Il s’était assis de nouveau devant sa table, il écrivit simplement : « Je t’attends, pars ce soir. »

— Voyons, reprit-il, nous sommes aujourd’hui le 6 novembre, n’est-ce pas ?… Il est près de dix heures, elle aura ma dépêche vers midi. Cela lui donne tout le temps de faire ses malles et de prendre, ce soir, l’express de huit heures, qui la mettra demain à Marseille pour le déjeuner. Mais, comme il n’y a pas de train qui corresponde tout de suite, elle ne pourra être ici, demain 7 novembre, que par celui de cinq heures.

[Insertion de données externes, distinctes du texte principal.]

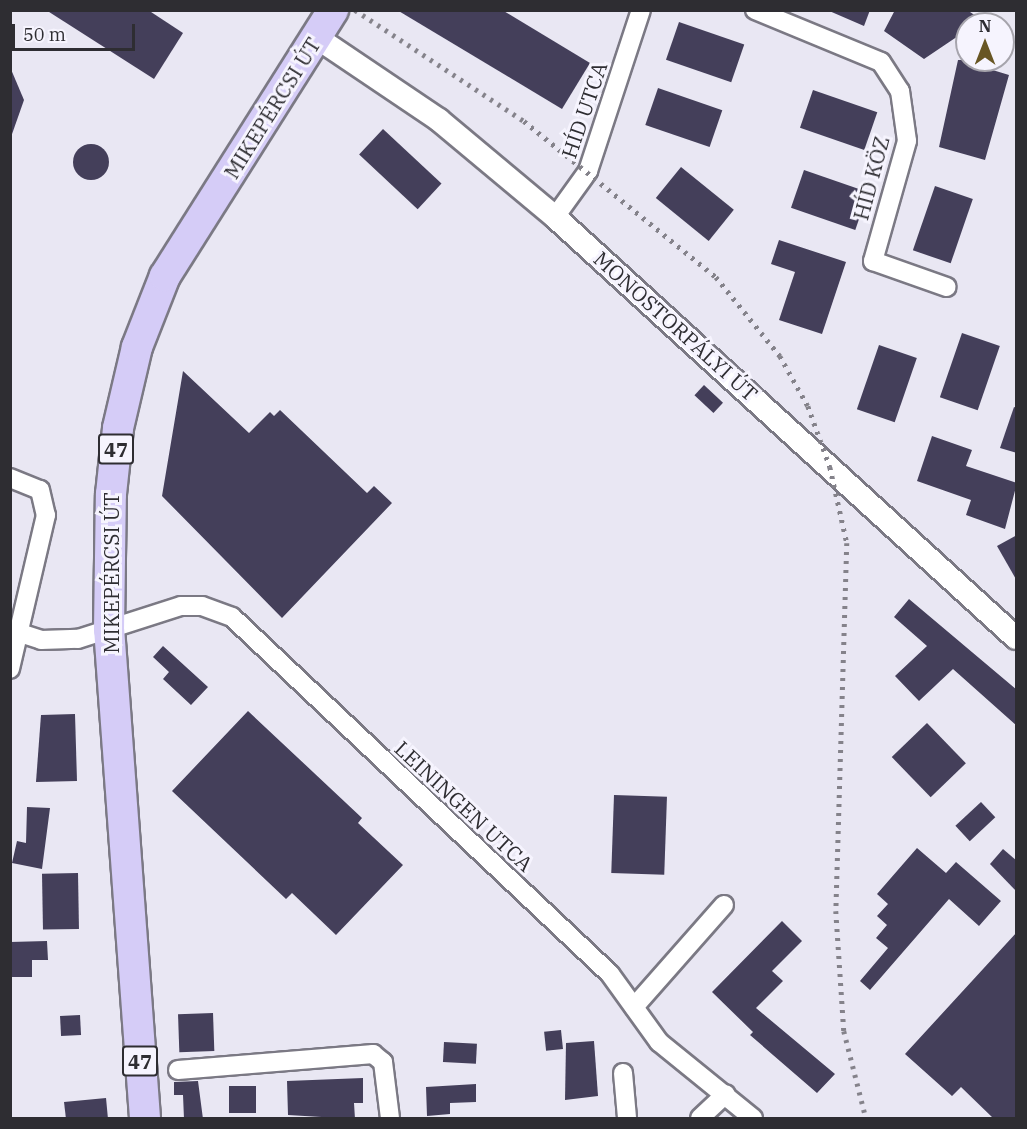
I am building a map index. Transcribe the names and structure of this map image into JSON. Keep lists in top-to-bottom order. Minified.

Après avoir plié la dépêche, il s’était levé.

— Mon Dieu ! à cinq heures, demain !… Que cela est loin encore ! que vais-je faire jusque-là ?

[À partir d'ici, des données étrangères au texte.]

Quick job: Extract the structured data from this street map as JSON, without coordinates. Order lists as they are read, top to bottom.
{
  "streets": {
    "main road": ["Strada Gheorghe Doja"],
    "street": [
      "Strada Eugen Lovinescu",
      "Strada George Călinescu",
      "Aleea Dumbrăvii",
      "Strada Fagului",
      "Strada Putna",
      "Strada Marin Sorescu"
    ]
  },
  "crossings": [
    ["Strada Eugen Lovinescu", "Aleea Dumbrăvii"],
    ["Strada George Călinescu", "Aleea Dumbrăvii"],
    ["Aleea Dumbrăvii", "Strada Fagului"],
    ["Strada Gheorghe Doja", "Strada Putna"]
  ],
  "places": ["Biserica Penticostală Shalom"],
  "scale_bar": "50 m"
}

Puis, envahi d’une préoccupation, devenu grave :

— Ramond, mon camarade, voulez-vous me faire la grande amitié d’être très franc avec moi ?

— Comment ça, maître ?

— Oui, vous m’entendez bien… L’autre jour, vous m’avez examiné. Pensez-vous que je puisse aller un an encore ?

Et il tenait le jeune homme sous la fixité de son regard, il l’empêchait de détourner les yeux. Pourtant, celui-ci tâcha de s’échapper, en plaisantant : était-ce vraiment un médecin qui posait une question pareille ?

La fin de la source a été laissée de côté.